TASK BRIEF – Search the material for the string "breaks", then return every line where it is found.
·····
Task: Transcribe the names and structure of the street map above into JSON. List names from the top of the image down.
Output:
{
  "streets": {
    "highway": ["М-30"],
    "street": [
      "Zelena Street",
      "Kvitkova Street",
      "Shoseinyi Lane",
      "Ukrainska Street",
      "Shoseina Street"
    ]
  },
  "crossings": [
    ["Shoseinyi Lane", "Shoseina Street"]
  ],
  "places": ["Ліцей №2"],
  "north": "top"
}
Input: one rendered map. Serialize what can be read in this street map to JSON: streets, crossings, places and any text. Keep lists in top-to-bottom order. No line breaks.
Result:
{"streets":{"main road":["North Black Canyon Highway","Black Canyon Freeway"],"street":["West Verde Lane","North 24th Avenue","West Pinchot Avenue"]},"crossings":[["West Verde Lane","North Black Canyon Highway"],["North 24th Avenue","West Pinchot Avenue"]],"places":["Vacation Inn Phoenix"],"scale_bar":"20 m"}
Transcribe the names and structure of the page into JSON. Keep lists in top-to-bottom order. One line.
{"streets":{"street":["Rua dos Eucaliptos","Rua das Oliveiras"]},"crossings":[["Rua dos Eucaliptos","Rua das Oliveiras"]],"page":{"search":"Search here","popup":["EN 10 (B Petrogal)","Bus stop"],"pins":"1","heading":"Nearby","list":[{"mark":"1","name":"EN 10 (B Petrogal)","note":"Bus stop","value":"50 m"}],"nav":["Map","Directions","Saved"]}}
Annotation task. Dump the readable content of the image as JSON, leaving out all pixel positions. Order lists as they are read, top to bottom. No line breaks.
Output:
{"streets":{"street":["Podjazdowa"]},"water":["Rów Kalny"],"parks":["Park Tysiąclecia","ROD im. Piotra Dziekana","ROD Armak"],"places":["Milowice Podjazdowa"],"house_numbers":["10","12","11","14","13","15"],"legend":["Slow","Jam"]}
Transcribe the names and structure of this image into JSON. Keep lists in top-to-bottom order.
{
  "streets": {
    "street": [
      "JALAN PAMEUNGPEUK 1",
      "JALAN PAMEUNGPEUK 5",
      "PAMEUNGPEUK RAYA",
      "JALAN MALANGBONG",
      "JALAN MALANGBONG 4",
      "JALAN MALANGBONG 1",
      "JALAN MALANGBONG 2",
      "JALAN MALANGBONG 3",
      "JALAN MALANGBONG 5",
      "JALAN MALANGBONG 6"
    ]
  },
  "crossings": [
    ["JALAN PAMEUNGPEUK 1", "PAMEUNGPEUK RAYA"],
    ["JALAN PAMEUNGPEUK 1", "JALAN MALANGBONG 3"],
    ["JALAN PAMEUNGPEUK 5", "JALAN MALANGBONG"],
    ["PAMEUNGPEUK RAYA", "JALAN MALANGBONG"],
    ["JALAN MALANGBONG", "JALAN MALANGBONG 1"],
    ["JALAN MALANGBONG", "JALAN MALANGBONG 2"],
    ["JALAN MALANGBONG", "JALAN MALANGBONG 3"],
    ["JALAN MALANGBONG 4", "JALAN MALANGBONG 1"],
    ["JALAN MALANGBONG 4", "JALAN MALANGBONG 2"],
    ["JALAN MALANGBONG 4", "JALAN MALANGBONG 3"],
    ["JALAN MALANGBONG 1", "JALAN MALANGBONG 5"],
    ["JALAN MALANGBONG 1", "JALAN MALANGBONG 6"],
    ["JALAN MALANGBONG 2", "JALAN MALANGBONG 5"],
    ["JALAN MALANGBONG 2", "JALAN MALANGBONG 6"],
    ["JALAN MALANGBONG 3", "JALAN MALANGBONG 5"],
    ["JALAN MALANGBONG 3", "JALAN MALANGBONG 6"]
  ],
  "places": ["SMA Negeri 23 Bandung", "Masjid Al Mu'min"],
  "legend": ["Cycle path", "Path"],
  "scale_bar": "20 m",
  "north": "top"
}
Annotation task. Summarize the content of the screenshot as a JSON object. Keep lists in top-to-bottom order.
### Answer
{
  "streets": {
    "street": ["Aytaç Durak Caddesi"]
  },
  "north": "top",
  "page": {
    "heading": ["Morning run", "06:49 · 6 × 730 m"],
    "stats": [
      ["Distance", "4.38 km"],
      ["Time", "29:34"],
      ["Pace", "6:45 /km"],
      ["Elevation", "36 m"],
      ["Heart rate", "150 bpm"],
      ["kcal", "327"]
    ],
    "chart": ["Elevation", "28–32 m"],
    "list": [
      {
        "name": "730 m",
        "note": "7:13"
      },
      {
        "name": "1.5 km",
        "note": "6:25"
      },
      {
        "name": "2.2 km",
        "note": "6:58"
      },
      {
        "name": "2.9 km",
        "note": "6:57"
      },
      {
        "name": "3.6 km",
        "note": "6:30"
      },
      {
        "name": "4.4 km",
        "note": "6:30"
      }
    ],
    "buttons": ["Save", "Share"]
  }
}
·····
FINAL ANSWER –
Input: one rendered map. Serialize what can be read in this street map to JSON: streets, crossings, places and any text. Keep lists in top-to-bottom order. No line breaks.
Annotation task. Dump the readable content of the image as JSON, leaving out all pixel positions. Order lists as they are read, top to bottom. No line breaks.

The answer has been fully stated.